A person walks up to our receptionist and asks how much a parvo vaccine is.
The receptionist answers.
The person makes a moue of distaste, her lips puffing out. “I’m not planning on vaccinating anyway,” she tells the receptionist, who can only stand in bafflement as to why someone would drive up, park, and walk in the door to make this announcement. “I know it’s a racket you vet people do to make money. The vaccine gives the dog parvo, then you charge an arm and a leg to treat it.” She pauses for dramatic effect. “The person at the feed store told me so.” She crosses her arms and leans back in giddy anticipation of the reaction to this deep dark secret being revealed.
The receptionist stands silently, trying to formulate an answer. I should note for the purposes of this story that I am standing next to her at the time, in civvies, so the client has no idea who I am. She looks at me for signs of solidarity and, finding none, continues to stare challengingly at the receptionist.

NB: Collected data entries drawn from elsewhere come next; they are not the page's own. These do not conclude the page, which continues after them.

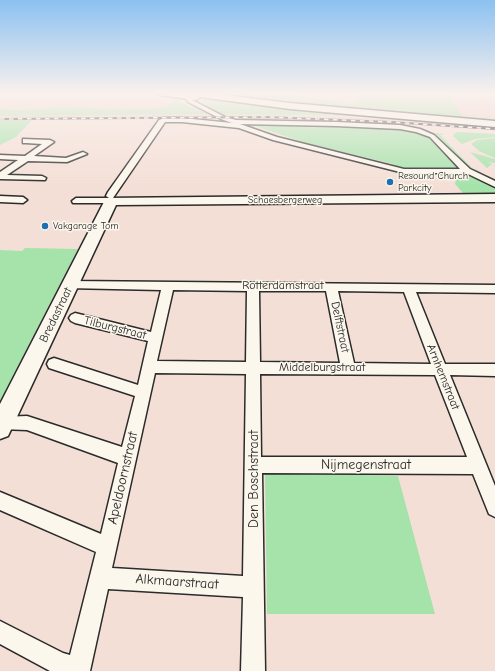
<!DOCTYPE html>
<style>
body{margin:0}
canvas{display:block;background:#f4dfd6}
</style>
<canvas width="495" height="671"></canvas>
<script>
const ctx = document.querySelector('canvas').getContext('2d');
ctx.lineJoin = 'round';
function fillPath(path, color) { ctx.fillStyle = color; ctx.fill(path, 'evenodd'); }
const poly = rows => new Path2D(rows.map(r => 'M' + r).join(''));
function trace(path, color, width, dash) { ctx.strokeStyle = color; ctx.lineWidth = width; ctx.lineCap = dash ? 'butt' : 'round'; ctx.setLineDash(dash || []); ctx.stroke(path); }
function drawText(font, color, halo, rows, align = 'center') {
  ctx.font = font + ' "Comic Neue",sans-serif'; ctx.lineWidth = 3; ctx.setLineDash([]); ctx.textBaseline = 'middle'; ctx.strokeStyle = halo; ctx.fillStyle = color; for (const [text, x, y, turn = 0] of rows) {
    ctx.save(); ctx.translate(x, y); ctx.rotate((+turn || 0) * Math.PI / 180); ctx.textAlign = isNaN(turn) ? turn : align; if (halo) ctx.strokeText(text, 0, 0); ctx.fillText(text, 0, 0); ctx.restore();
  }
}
const built = poly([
 [0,93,178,93,172,98,174,100,166,108,103,109,60,106,53,108,11,110,0,108],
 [286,93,357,93,359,101,344,103],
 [441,93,495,93,495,120,455,117],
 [182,114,210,114,218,118,0,120,0,116],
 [221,114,321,116,407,120,495,126,495,130,332,120,229,118]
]);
const green = poly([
 [207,93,281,93,352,104,358,99,357,93,449,93,462,116,495,119,495,122,313,108],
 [172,98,178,99,180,102,191,107,210,114,0,116,0,108,11,110,53,108,60,106,103,109,166,108,173,100],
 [206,99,307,110,367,116,223,114,208,109,202,102,202,101],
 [0,120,32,120,16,137,0,145],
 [240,123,310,124,406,129,426,134,458,167,456,169,405,170,391,166,393,164,306,143,255,126,252,128],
 [457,132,495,134,495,137,475,139,462,144,453,136,454,134],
 [437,133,445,135,440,135,472,168,481,172,471,171,433,135],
 [495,138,495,158,479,151,471,144,477,140],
 [470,152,495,159,495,163,488,162,492,164,487,168],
 [455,173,471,176,495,186,495,195,463,193,455,184,456,180,434,174],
 [25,248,78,249,0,401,0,250,22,251],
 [265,472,398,476,435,614,267,614]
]);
const street = poly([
 [191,93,197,93,192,100,225,117,236,120,337,122,400,125,420,129,434,135,470,169,495,181,495,187,466,173,404,173,273,140,239,128,182,122,165,122,113,198,111,198,115,201,114,203,73,203,72,201,76,198,109,198,106,196,108,192,159,120,164,118,182,118,232,123,221,119,188,102,186,99,191,93],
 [240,124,337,126,400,129,416,132,430,137,460,169,404,169,277,137,240,124],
 [23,139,50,140,54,142,34,156,66,158,83,152,87,154,67,162,28,161,7,175,42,176,46,178,45,180,0,179,0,172,18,160,0,159,0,155,25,156,42,144,26,143,23,143,23,139],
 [0,196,23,197,27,200,23,203,0,202,0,196],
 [70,281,495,285,495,293,416,292,445,364,495,364,495,376,450,375,495,486,495,517,489,514,473,474,262,473,265,671,241,671,243,597,108,589,90,671,50,671,0,644,0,621,63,653,70,655,96,552,0,510,0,492,101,534,118,463,27,430,0,429,0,417,27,416,122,447,135,396,49,368,47,364,49,360,54,358,138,385,148,341,75,323,71,321,69,318,71,315,75,313,151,332,161,290,66,288,64,285,66,282,70,281],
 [173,290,247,291,246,362,157,361,173,290],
 [259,291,326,291,340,363,260,362,259,291],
 [338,291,404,292,431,364,354,363,338,291],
 [155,373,246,374,243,576,112,568,155,373],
 [260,374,435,375,467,457,261,457,260,374]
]);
const secondary = poly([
 [156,93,208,93,290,103,495,121,495,127,290,109,200,97,196,100,160,95,156,93],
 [495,194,495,202,116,205,8,436,0,439,0,404,106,198,495,194]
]);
const rail = poly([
 [0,119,267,117,391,122,495,129]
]);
const markers = [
 [390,182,4,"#1f6fb2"],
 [45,226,4,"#1f6fb2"]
];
const farPoinames = [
 ["Resound Church",398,176],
 ["Parkcity",398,188],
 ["Vakgarage Tom",53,226]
];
const farStreetnames = [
 ["Schaesbergerweg",285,200]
];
const streetNames = [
 ["Rotterdamstraat",283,286],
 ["Bredastraat",56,315,-64],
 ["Delftstraat",340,327,78],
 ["Tilburgstraat",115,328,14],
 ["Middelburgstraat",322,368],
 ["Arnhemstraat",443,377,68]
];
const nearStreetnames = [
 ["Nijmegenstraat",366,465],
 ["Apeldoornstraat",123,478,-77],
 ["Den Boschstraat",254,479,-90],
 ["Alkmaarstraat",177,582,4]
];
fillPath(built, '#efcec7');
fillPath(green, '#a5e3aa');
trace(street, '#2b2b2b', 3);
trace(secondary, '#2b2b2b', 3);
fillPath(street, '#fbf7ec');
fillPath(secondary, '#fbf7ec');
trace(rail, '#2b2b2b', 2);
trace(rail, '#fbf7ec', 1.5, [4.5]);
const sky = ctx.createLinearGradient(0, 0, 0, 187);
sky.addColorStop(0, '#8bc1f1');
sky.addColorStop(0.5, '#faf1ed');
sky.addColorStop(1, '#faf1ed00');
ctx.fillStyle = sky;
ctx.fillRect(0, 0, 495, 187);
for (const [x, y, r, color] of markers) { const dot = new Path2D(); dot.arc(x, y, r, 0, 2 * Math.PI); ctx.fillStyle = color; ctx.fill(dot); trace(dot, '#fbf7ec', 1.5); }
drawText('10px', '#2b2b2b', '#fbf7ec', farPoinames, 'left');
drawText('10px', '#2b2b2b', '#fbf7ec', farStreetnames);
drawText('12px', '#2b2b2b', '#fbf7ec', streetNames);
drawText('14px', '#2b2b2b', '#fbf7ec', nearStreetnames);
</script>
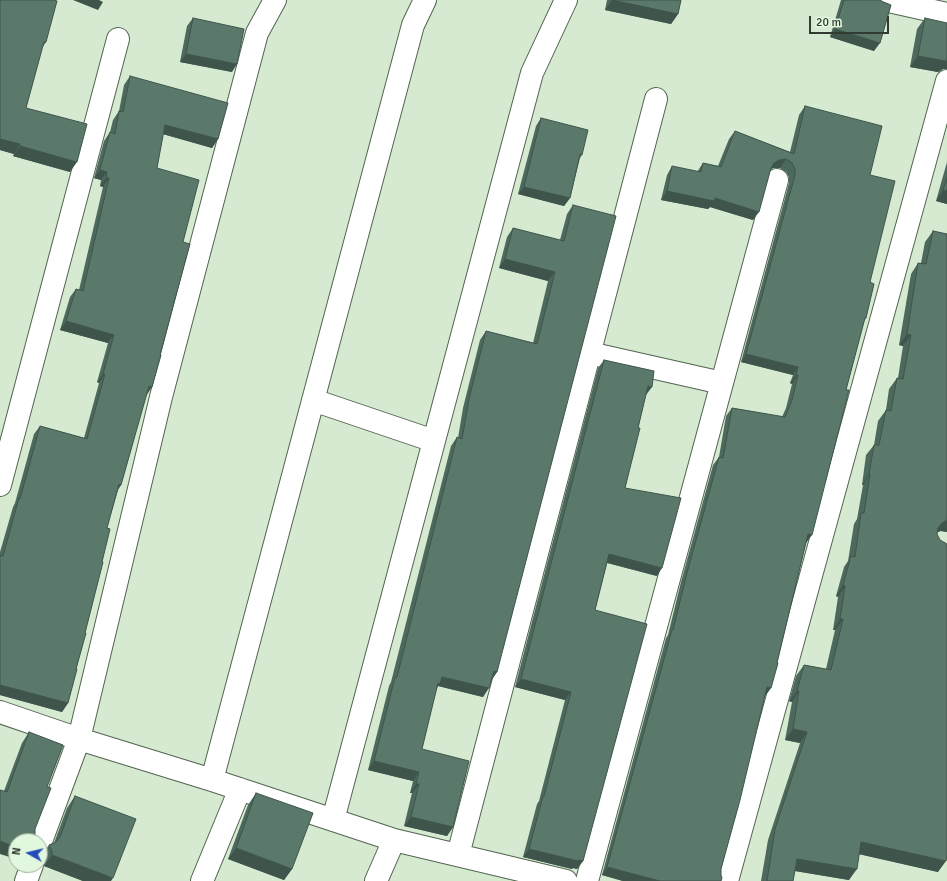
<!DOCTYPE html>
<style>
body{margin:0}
#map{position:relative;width:947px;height:881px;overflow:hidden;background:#d5ead1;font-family:Signika,sans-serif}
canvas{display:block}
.north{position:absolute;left:8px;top:833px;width:40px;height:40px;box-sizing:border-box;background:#e2f8de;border:1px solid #9cac99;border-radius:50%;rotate:278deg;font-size:11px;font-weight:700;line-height:16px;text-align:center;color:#323b31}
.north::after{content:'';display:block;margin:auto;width:14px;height:18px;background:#264cba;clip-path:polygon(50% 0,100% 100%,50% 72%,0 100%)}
.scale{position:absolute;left:809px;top:16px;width:80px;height:18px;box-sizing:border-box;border:2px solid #323b31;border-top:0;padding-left:5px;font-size:12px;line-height:14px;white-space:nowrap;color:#323b31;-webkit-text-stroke:3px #e2f8de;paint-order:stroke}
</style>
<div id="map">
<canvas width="947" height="881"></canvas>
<div class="north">N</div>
<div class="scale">20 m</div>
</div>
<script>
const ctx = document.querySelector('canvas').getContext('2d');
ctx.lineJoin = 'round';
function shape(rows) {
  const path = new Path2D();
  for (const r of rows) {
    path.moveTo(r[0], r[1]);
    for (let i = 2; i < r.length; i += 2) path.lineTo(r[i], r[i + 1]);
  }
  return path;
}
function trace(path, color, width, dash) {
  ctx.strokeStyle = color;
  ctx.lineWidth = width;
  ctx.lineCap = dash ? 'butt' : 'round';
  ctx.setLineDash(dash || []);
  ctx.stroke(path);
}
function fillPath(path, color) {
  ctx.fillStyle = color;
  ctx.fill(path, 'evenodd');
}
const minor = shape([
 [884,0,947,14],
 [589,353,722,383],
 [313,400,434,441],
 [0,485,118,39],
 [0,712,79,739,212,780,394,840,566,881],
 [212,780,413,25,425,0],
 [333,820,532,73,566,0],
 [40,844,79,739,161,397,257,33,275,0],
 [458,855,656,99],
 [26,881,32,865],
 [202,881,240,789],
 [376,881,394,840],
 [587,881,777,180],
 [727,881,947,81]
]);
trace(minor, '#52654f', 24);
trace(minor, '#fff', 22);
fillPath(shape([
 [0,0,46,42,42,48,26,108,70,172,13,156,14,154,0,150],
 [607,0,681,0,678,14,671,24,605,10],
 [841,0,881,0,874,51,830,37],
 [193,18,232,72,180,62,187,26],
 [925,18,943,69,938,72,910,67,917,29],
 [130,76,218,139,212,148,163,134,157,168,183,242,146,396,121,485,118,490,107,528,102,562,68,703,62,712,0,695,0,552,13,507,15,503,34,434,40,426,84,438,99,383,97,382,108,343,60,330,70,297,76,289,79,290,103,187,100,186,101,180,94,178,104,141,110,132,113,120,119,111,124,85],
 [805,106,870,175,870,282,866,318,864,321,806,543,771,688,765,696,721,869,721,881,623,881,602,875,666,638,668,635,681,582,713,465,719,457,726,416,732,408,782,417,786,408,792,384,790,383,793,375,741,362,789,183,789,177,786,172,780,168,773,168,770,170,753,220,710,207,708,209,661,200,667,175,672,166,697,172,703,163,718,166,729,139,735,131,790,152,799,115],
 [541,118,582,155,580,158,570,198,564,206,518,194,536,126],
 [947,162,947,204,936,201],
 [573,205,497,672,492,679,483,697,438,686,436,689,422,749,453,827,447,836,404,826,412,793,410,793,413,781,368,770,389,686,391,682,451,446,457,437,458,438,463,408,480,340,486,331,533,343,548,281,499,268,507,237,513,228,560,240,567,214],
 [933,231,947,234,947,532,941,531,937,532,938,872,859,854,849,880,795,871,793,881,761,881,768,840,800,743,785,740,792,702,789,701,796,676,804,665,826,669,835,630,833,630,838,597,836,596,844,567,848,561,854,524,857,519,863,485,862,485,866,455,874,445,878,421,886,410,889,389,897,378,898,378,903,346,899,345,911,274,918,263,921,263,925,242],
 [604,360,646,395,638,428,625,488,657,576,607,563,595,610,583,861,577,869,573,868,572,869,523,857,537,804,539,801,565,700,515,687,598,368],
 [29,732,16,841,16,859,4,791,22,743],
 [256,793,292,869,284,880,228,859,248,805],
 [75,796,111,881,83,881,44,866,44,863,41,856,49,845,54,843,67,808]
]), '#4d685c');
fillPath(shape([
 [73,0,99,0,103,2,98,10],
 [612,0,678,14,671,24,605,10],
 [835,29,880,43,874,51,830,37],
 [186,54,237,64,232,72,180,62],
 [918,56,947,61,947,69,943,69,938,72,910,67],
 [165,125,218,139,212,148,159,133],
 [0,139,20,144,14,154,0,150],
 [20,146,77,162,70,172,13,156],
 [786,159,780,168,773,168,768,171,774,163,779,160],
 [100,170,107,172,101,180,94,178],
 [106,178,109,178,103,187,100,186],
 [524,187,570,198,564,206,518,194],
 [943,190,947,191,947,204,936,201],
 [667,191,715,198,759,212,753,220,710,207,708,209,661,200],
 [505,259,555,272,548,281,499,268],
 [66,321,114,335,108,343,60,330],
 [907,334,911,335,903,346,899,345],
 [746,354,798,367,793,375,741,362],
 [103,374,105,374,99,383,97,382],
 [796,375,798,375,792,384,790,383],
 [149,386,152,387,146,396],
 [648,386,652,387,646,395,642,394],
 [869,474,870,474,863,485,862,485],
 [119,484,121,485,115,493],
 [947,520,947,532,941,531,934,533,942,523],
 [808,534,812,535,806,543,803,542],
 [609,554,662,568,657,576,604,562],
 [843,585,845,586,838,597,836,596],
 [840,619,843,619,835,630,833,630],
 [494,671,497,672,491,681],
 [442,677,489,688,483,697,438,686,434,693,432,692],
 [521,679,571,692,565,700,515,687],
 [0,685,68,703,62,712,0,695],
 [767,687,771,688,765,696],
 [797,691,799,691,792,702,789,701],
 [793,729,807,732,800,743,785,740],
 [374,761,419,772,413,781,368,770],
 [416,784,419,784,412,793,410,793],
 [411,817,453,827,447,836,404,826],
 [0,841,16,847,16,859,0,854],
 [861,842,946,861,938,872,854,853],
 [236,848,292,869,284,880,228,859],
 [529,849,578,860,583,861,577,869,573,868,572,869,523,857],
 [52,855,113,878,111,881,83,881,44,866],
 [797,859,857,869,849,880,789,870],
 [607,867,660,881,623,881,602,875]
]), '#3f554b');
const building = shape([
 [0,0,54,0,57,1,46,42,44,42,26,108,87,124,77,162,20,146,20,144,0,139,0,0],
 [612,0,681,0,678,14,612,0],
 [844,0,881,0,881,1,891,5,880,43,835,29,844,0],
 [193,18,244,29,237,64,186,54,193,18],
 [925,18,947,23,947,61,946,61,918,56,925,18],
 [130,76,228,103,218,139,165,125,157,168,199,180,183,242,190,244,175,299,160,355,161,355,152,387,149,386,121,485,119,484,107,528,110,529,102,562,103,562,85,633,86,633,76,669,77,669,68,703,0,685,0,556,3,556,19,498,20,499,40,426,87,439,105,374,103,374,114,335,66,321,76,289,83,291,109,178,106,178,107,172,100,170,110,132,115,134,119,111,123,112,130,76],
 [805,106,882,126,870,175,895,181,870,282,874,284,866,318,865,318,846,390,849,390,812,535,808,534,777,663,778,663,771,688,767,687,740,800,721,869,721,875,722,878,721,881,660,881,607,867,672,630,673,630,687,573,719,457,723,458,732,408,785,417,792,400,798,375,796,375,798,367,746,354,795,175,795,169,792,163,786,159,779,160,774,163,771,168,759,212,715,198,714,201,667,191,672,166,701,172,703,163,721,167,735,131,794,154,805,106],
 [541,118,588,130,582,155,580,154,570,198,524,187,541,118],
 [947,178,947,191,943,190,947,178],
 [573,205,616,216,497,672,494,671,489,688,442,677,440,684,438,683,422,749,469,761,453,827,411,817,419,784,416,784,419,772,374,761,395,677,397,677,457,437,462,439,469,399,486,331,537,344,555,272,505,259,513,228,564,241,573,205],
 [933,231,947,234,947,520,942,523,938,528,937,534,940,540,947,544,947,855,946,861,861,842,857,869,797,859,793,881,767,881,775,829,807,732,793,729,799,691,797,691,804,665,831,670,843,619,840,619,845,586,843,585,851,556,855,557,861,513,864,513,870,474,869,474,874,445,879,445,886,410,891,411,897,378,903,379,911,335,907,334,918,263,926,264,933,231],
 [604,360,654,371,652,387,648,386,638,428,640,428,625,488,681,498,662,568,609,554,595,610,647,624,583,861,578,860,578,861,529,849,543,796,544,796,571,692,521,679,604,360],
 [29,732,63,745,47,787,51,788,35,829,35,836,38,841,16,841,16,847,0,841,0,790,7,792,29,732],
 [256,793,313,813,292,869,236,848,256,793],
 [75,796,136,819,113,878,52,855,52,851,49,845,56,842,60,837,75,796]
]);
fillPath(building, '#5a796b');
trace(building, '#3f554b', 1);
</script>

Who finally manages, “Aren’t you going to vaccinate at all?” The woman shakes her head. “I just need some Advantage.” The receptionist looks to me for guidance. I take in this person, standing there in all her indignant glory, and run a quick algorithm in my head that has been perfected over the years- Chance of Changing Mind versus Time Wasted versus Mental Energy Expended on Pointless Debate. The scale rattles in my head and settles on: Proceed to Lunch Hour.
“Let me know how that works out for you,” I tell her politely, then go out for Subway. It’s not that I don’t care, it’s just that I’ve learned to ascertain when it’s just not worth it. I do feel sorry for her dog, though.